Living books come to Lancashire's Libraries
A scheme to bring books to life was launched again across Lancashire.
The scheme, called "Living Books - bringing books to life in Lancashire", was rolled out again from July to December and meant that visitors to libraries at Rawtenstall, Leland, Clitheroe, Ormskirk, Fleetwood, Skelmersdale, Accrington and Burnley were able to borrow 'living books' (people).
The living books, who are volunteers from each area, give a fascinating insight into their lives sharing tales about Inspirational stories; local history and cultural knowledge; career achievements or interesting jobs; life changing experiences, unusual hobbies and much more.

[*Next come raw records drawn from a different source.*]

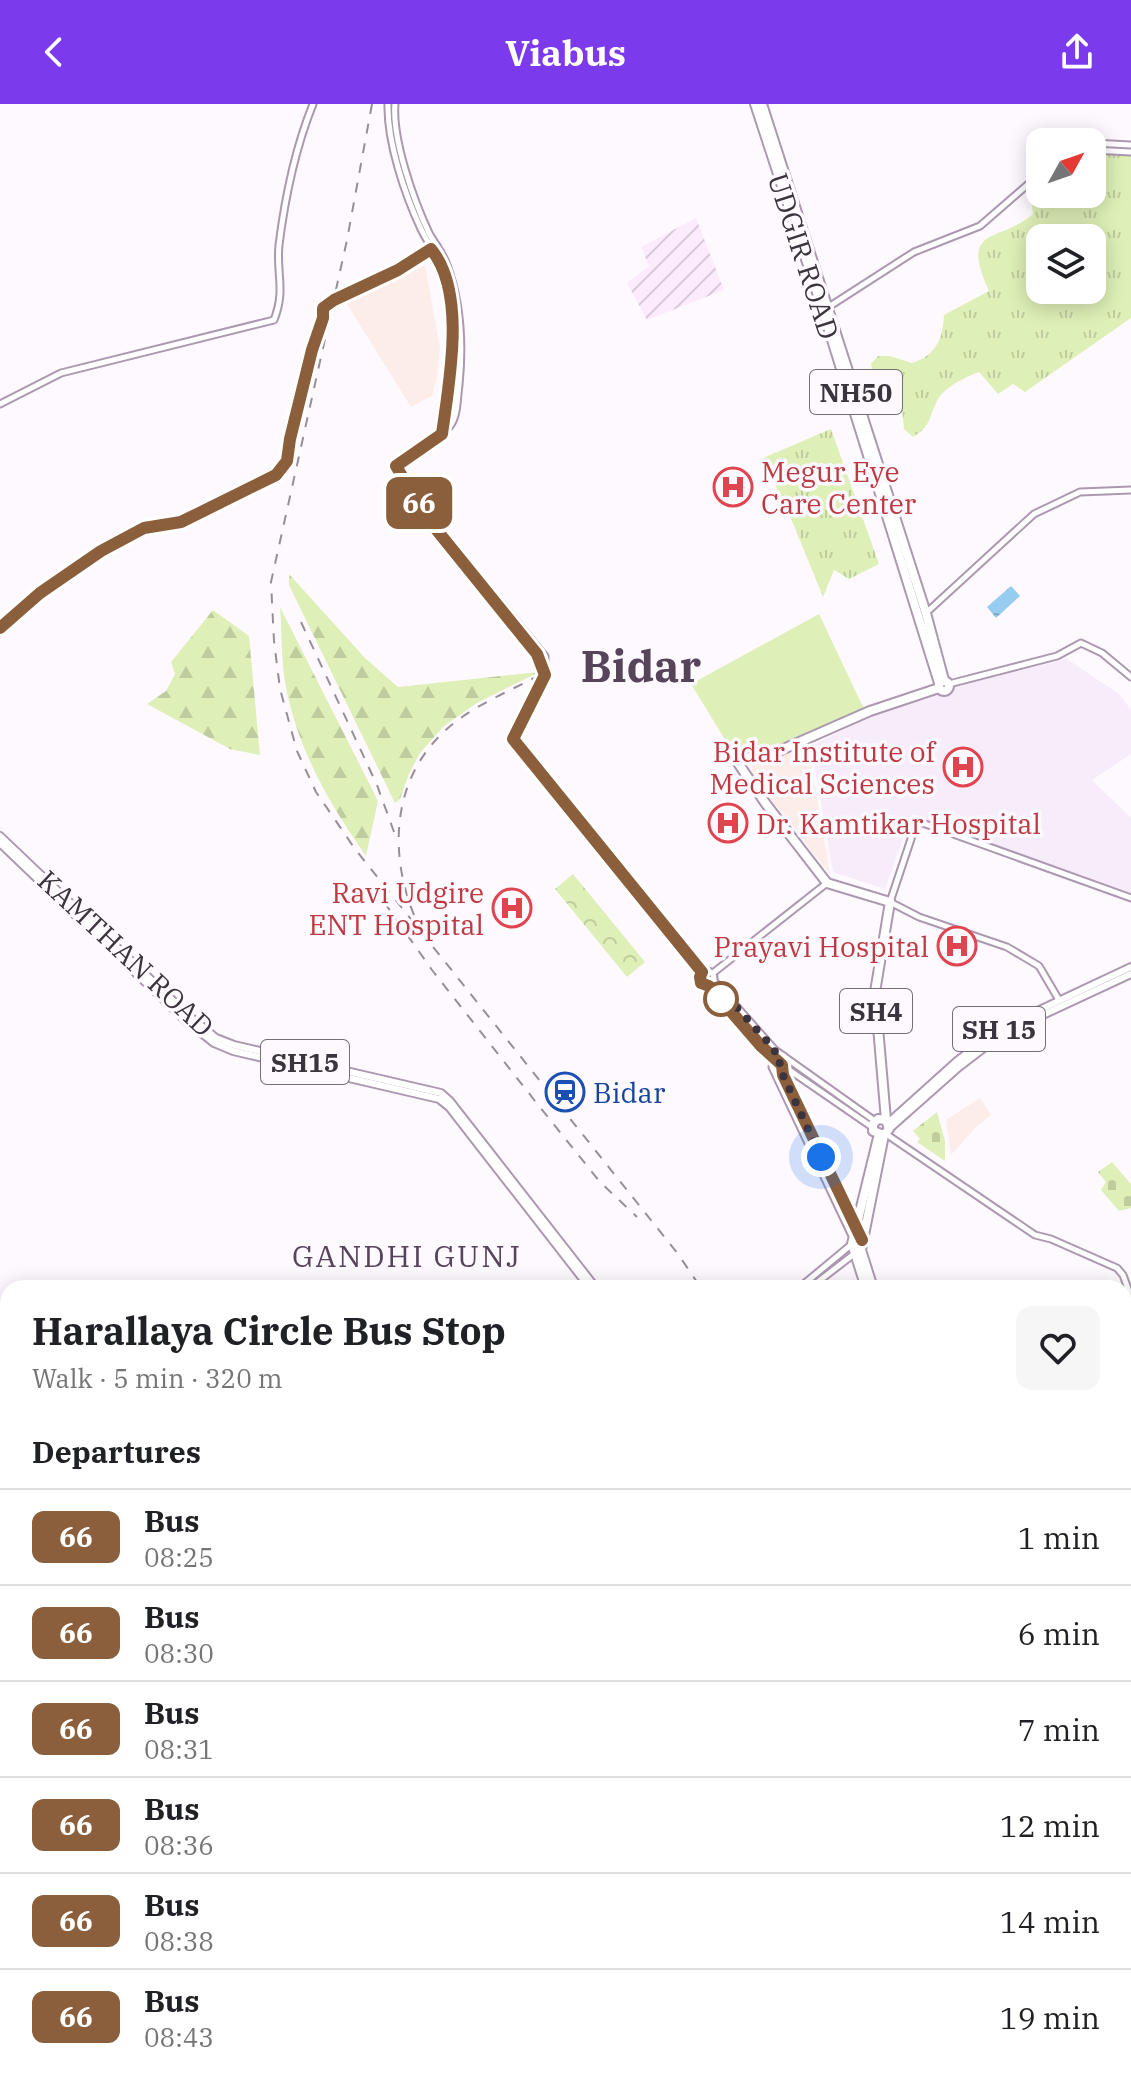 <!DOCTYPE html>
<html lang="en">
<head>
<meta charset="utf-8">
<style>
	:root { --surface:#fff; --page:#f6f6f6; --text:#202124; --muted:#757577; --line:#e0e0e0; --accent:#7c3aed }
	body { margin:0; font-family:"IBM Plex Serif",serif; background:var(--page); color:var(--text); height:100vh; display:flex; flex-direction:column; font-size:30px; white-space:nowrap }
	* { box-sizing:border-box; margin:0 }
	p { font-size:26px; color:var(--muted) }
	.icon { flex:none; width:44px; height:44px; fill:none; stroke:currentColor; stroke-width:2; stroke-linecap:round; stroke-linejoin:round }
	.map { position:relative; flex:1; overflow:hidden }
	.sheet { position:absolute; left:0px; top:1176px; width:1132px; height:800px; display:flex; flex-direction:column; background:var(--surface); border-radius:24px 24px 0 0; box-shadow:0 4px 20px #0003 }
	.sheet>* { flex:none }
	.badge { padding:0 16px; border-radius:12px; font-size:28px; line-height:52px }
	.needle { width:52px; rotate:50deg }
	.fabs { position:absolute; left:1026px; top:24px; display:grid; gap:16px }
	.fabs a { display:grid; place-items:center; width:80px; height:80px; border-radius:16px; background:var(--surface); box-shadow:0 4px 20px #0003; font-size:40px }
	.you { position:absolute; width:40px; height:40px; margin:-20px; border:6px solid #fff; border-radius:50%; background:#1a73e8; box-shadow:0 0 0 12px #1a73e833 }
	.map>.badge { position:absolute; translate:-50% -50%; box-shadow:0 0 0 4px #fff }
	h2 { padding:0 32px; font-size:30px; line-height:72px }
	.round { display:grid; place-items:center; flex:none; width:84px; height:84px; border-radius:16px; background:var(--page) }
	.head { display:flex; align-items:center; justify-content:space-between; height:136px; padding:0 32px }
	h1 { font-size:38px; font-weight:700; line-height:60px }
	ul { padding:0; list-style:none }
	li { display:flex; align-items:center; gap:24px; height:96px; padding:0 32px; border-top:2px solid var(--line) }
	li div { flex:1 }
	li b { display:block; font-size:30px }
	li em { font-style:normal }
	li .badge { min-width:88px; font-weight:700; text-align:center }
	header { display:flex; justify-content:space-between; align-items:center; height:104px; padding:0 32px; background:var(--accent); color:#fff; font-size:36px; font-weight:700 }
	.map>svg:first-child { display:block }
</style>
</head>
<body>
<header><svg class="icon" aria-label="back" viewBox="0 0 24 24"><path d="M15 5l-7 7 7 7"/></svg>Viabus<svg class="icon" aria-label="share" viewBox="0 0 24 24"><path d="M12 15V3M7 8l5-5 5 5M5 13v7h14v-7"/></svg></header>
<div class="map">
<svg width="1131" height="1976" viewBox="0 0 1131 1976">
	<defs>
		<pattern id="industrial-furrows" width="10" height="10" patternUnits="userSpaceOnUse" patternTransform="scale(2)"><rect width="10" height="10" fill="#fbebfd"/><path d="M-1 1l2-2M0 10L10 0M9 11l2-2" fill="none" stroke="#d8cada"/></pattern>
		<pattern id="grass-tufts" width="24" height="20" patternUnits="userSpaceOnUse" patternTransform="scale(2)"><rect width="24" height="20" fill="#deefb7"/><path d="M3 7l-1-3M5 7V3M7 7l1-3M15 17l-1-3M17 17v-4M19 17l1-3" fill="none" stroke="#bfcd9e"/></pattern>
		<pattern id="forest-firs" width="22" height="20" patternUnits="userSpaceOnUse" patternTransform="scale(2)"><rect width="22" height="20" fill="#deefb7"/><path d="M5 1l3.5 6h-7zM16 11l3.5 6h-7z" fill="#bfcd9e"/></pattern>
		<pattern id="cemetery-stones" width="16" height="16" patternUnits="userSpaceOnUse" patternTransform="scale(2)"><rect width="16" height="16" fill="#deefb7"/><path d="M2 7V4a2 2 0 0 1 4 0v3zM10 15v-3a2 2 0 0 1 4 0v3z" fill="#bfcd9e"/></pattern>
		<pattern id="park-crowns" width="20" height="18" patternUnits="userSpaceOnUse" patternTransform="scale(2)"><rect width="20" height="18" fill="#deefb7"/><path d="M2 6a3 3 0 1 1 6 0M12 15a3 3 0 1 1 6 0" fill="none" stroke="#bfcd9e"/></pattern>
		<pattern id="water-ripples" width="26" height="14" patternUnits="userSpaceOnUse" patternTransform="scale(2)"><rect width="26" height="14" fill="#96ccf0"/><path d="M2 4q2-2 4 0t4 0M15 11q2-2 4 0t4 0" fill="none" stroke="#7ca6c4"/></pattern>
	</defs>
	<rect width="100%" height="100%" fill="#fef9ff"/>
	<!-- built -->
	<polygon fill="#f7ecf9" points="1067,555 1119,590 1131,606 1131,650 1092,676 1131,714 1131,790 912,710 885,785 833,768 811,642 886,605 928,595 960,581"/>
	<!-- industrial -->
	<polygon fill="url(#industrial-furrows)" points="696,114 724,186 647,216 627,179 649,162 641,143"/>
	<!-- education -->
	<g fill="#fdede8">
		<polygon points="425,161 440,244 437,274 432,292 411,303 347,200"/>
		<polygon points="808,641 830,770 751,670 752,659"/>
		<polygon points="980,994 991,1011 976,1023 951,1051 946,1016"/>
		<polygon points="1131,1412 1131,1486 1124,1490 1124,1416"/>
	</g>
	<!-- grass -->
	<g fill="url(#grass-tufts)" fill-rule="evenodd">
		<path d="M1092,48L1131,51V214L1025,288L1013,280L998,290L979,268C965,273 943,284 937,297C929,313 930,324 913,333L904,325L901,295L873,269L871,260L878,252H890L912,259C936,252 943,234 944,211L989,187C959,121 998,140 1033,110L1031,90L1040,79V90H1092ZM1040,134H1092V186H1040Z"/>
		<polygon points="831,325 879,460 849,475 834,466 823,493 795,424 763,354"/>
	</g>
	<!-- forest -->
	<g fill="url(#forest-firs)">
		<polygon points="289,470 365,554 398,583 539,568 477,599 444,622 420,649 409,670 400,695 395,699 289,481"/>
		<path d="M280,503L378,697L366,752C328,698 297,644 285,578C281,554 282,528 280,503Z"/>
		<polygon points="213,506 249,532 260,651 230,645 147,600 166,587 175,570 171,558"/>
	</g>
	<!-- cemetery -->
	<g fill="url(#cemetery-stones)">
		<polygon points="937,1008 945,1037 945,1057 917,1038 920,1035 913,1027"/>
		<polygon points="1112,1058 1131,1080 1131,1104 1119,1107 1101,1086 1106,1078 1098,1068"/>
	</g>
	<!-- park -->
	<polygon fill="url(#park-crowns)" points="573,770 645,858 627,873 555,785"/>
	<!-- garden -->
	<polygon fill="#deefb7" points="819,510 864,605 773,644 729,642 691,580"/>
	<!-- water -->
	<polygon fill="url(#water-ripples)" points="1011,482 1020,492 996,514 987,503"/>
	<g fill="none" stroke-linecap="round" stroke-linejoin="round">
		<!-- canal -->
		<polyline stroke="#96ccf0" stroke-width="4" points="1124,1213 1129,1211"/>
		<!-- secondary casing -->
		<g stroke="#ac98b0" stroke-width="9">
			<g id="secondary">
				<path d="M388,0C387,38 405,91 421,125C427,138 437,150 442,163C461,217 450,274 442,329"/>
				<path d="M395,0C392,36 414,97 429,129C435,140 443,149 447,161C461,199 463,241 459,281C457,294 458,312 450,322C439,336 410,351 396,362L424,405L545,552V571L513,635L702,868"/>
				<polyline points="1065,38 1077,38"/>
				<polyline points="1092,39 1131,41"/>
				<polyline points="1092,46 1131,48"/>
				<polyline points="827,204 914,148 980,122 1040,70"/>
				<path d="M0,300L61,269L274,216C286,185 276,171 279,141C285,93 295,45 313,0"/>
				<polyline points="425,409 537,550 543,567"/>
				<polyline points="926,509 1034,410 1080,388 1131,386"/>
				<polyline points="0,524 40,489 93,452 144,424 181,418 240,390 282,365 287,357 312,246 323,214 323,204 334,196 398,166 437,142"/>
				<polyline points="949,580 1057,552 1081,539 1102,549 1131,573"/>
				<circle cx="707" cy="874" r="7"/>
				<polyline points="713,869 827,779"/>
				<polyline points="714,877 775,946 875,1017"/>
				<polyline points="709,882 761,942 782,961 872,1023"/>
				<polyline points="1059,896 1039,862 1007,843 919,813 890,798 917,717 1131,794"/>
				<polyline points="775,946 772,963 853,1134"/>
				<polyline points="784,952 783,971 862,1136"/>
				<polyline points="886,1030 1035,1131 1051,1135 1117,1164 1123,1171 1131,1193"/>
				<polyline points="799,1184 852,1140"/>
				<polyline points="810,1184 854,1150"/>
				<polyline points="0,1319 8,1336"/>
				<polyline points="0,1329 8,1346"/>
				<polyline points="1124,1621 1131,1636"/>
				<polyline points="1124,1797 1131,1793"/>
				<polyline points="778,1976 798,1971 810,1976"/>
			</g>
		</g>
		<!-- primary casing -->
		<g stroke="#ac98b0" stroke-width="10">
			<g id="primary">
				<polyline points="0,732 188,911 216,934 234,941 441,989 450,997 596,1184"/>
				<polyline points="0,739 186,917 214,939 233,947 439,995 449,1003 590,1184"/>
				<polyline points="888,1019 957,957 999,925 1131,863"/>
				<polyline points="889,1025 959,963 1002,930 1131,870"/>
				<polyline points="0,1511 8,1504"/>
				<polyline points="0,1520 8,1513"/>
			</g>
		</g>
		<!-- highway casing -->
		<g stroke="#ac98b0" stroke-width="12">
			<g id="highway">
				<polyline points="755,0 823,207 939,579"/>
				<polyline points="762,0 926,509 944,576"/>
				<circle cx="944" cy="582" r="5"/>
				<polyline points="890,798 827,779 766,700 736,656 772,650 870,607 939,584"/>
				<polyline points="886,1016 875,888 890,798"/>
				<polyline points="866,1184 852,1140 878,1034"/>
				<polyline points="873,1184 861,1146 884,1031 889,1025 886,1016 878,1015 873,1020 873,1027 884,1031"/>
				<polyline points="907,1968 921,1976"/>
			</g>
		</g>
		<!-- secondary -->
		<use href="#secondary" stroke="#fff" stroke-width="5"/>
		<!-- primary -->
		<use href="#primary" stroke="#fff" stroke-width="6"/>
		<!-- highway -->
		<use href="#highway" stroke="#fff" stroke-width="8"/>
		<!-- rail -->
		<g stroke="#968f97" stroke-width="2" stroke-dasharray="10 10" stroke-linecap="butt">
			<polyline points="372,0 347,136 271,478 274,537 280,585 297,647 316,688 355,745 678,1150 701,1184"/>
			<polyline points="301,518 377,681 394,728"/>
			<polyline points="384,798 432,866 535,997 600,1078 637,1113"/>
			<path d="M414,811C386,742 394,663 458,616C481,599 509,587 534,574"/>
			<polyline points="823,1968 827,1976"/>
		</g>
	</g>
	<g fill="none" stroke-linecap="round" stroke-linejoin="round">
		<!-- line casing -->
		<g stroke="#fff" stroke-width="18">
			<path id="line" d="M0,524L40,489L101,447L144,424L181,418L276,371L287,357L290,335L312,246L323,214V204L334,196L398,166L431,145C467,189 449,278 442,330L396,362L427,414L537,550L545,571L513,635L702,868L700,873L701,879L709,882L761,942L782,961L783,971L862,1136"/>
		</g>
		<!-- line -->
		<use href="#line" stroke="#8b5e3c" stroke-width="12"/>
		<!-- walk -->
		<polyline stroke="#3b333d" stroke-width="8" stroke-dasharray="0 14.4" points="721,895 723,888 775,946 774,954 782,961 783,971 821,1053"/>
	</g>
	<!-- icons -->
	<defs>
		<g id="hospital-ring" transform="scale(2)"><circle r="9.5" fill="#fef9ff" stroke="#e0444e" stroke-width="1.5"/><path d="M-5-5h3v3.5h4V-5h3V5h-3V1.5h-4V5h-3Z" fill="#e0444e"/></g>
		<g id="station-ring" transform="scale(2)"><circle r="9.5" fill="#fef9ff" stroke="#1a4fb4" stroke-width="1.5"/><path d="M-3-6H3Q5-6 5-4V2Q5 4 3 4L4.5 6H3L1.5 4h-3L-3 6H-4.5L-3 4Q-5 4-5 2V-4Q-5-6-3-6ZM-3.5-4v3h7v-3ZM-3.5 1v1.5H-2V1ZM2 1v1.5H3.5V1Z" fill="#1a4fb4"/></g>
	</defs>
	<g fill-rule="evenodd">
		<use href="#hospital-ring" x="733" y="383"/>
		<use href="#hospital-ring" x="963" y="663"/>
		<use href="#hospital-ring" x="728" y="719"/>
		<use href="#hospital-ring" x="512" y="804"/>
		<use href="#hospital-ring" x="957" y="842"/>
		<use href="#station-ring" x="565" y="988"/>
	</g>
	<!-- markers -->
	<circle fill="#fff" stroke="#8b5e3c" stroke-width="4" cx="721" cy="895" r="16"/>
	<g text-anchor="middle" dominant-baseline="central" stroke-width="7" stroke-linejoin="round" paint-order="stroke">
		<!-- shield labels -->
		<g fill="#fef9ff" stroke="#766e77" stroke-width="2">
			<rect x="810" y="266" width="92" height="44" rx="6"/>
			<rect x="840" y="885" width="72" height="44" rx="6"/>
			<rect x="953" y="903" width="92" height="44" rx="6"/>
			<rect x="261" y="936" width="88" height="44" rx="6"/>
		</g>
		<g font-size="26" font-weight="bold" fill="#3b333d">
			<text x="856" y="288">NH50</text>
			<text x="876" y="907">SH4</text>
			<text x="999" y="925">SH 15</text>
			<text x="305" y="958">SH15</text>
		</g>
		<!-- street labels -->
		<g font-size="28" fill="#3b333d" stroke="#fef9ff">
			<text transform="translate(804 152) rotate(72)">UDGIR ROAD</text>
			<text transform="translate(126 849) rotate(43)">KAMTHAN ROAD</text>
		</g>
		<!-- health labels -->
		<g font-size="28" fill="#be3a42" stroke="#fef9ff" text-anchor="end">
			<text x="761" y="367" text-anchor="start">Megur Eye<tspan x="761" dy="32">Care Center</tspan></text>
			<text x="935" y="647">Bidar Institute of<tspan x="935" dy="32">Medical Sciences</tspan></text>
			<text x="756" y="719" text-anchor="start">Dr. Kamtikar Hospital</text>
			<text x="484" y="788">Ravi Udgire<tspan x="484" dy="32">ENT Hospital</tspan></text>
			<text x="929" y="842">Prayavi Hospital</text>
		</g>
		<!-- transit labels -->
		<g font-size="28" fill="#164399" stroke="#fef9ff" text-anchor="start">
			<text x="593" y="988">Bidar</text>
		</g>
		<!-- neighbourhood labels -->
		<g font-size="30" letter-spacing="2" fill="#56445a" stroke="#fef9ff">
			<text x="407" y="1151">GANDHI GUNJ</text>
		</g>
		<!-- town labels -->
		<g font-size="44" font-weight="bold" fill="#56445a" stroke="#fef9ff">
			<text x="641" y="561">Bidar</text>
		</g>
	</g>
</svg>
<div class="fabs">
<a><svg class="needle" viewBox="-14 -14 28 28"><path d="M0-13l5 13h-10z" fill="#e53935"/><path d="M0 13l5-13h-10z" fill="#757577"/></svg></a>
<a><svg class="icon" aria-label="layers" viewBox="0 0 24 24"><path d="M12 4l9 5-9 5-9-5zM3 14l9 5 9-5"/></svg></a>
</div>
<div class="you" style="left:821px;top:1053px"></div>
<b class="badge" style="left:419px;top:399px;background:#8b5e3c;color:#fff">66</b>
<section class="sheet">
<div class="head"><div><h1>Harallaya Circle Bus Stop</h1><p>Walk · 5 min · 320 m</p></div><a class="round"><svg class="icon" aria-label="heart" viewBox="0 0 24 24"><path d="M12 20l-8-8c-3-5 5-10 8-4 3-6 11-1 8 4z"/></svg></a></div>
<h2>Departures</h2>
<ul>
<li><span class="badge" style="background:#8b5e3c;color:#fff">66</span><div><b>Bus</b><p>08:25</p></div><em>1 min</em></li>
<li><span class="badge" style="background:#8b5e3c;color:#fff">66</span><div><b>Bus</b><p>08:30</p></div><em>6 min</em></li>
<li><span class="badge" style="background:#8b5e3c;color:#fff">66</span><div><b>Bus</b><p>08:31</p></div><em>7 min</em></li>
<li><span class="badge" style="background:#8b5e3c;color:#fff">66</span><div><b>Bus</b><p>08:36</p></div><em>12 min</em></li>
<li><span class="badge" style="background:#8b5e3c;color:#fff">66</span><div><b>Bus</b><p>08:38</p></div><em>14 min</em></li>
<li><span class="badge" style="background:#8b5e3c;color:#fff">66</span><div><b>Bus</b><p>08:43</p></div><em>19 min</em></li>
</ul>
</section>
</div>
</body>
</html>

Each book has a short bibliography to make it easier for people to decide which one they want to borrow. People are able to hire living books for 30 minutes a time at each living library event by booking ether beforehand or on the day if there are time slots available.
Run by Lancashire County Council, Living Books in Lancashire aims to encourage people to find out more about others from different backgrounds.
County Councillor David Smith, lead member for libraries, said: "People are used to reading about their community in their local library, but Living Libraries in Lancashire will literally bring the story of each area to life.
"Lancashire has one of the most diverse and unique communities in the country and we want people to listen to local stories and experiences to help them understand the rich diversity of our county.
"This project is a key part of our plans to raise awareness of other cultures and communities and we're grateful to Unison for supporting this scheme."
Gill Irvine, senior access to services manager for the library and Information service, said: "This is the first project of its kind to run across Lancashire and we'd like as many people as possible to come forward and borrow a living book.
"The idea of having living books came from Denmark 10 years ago and since then, they've started to become more popular throughout the world.
"People hire living books in a similar way to borrowing a conventional book. They need to reserve their books in advance, and will then be able to speak and listen to them for around half an hour per book."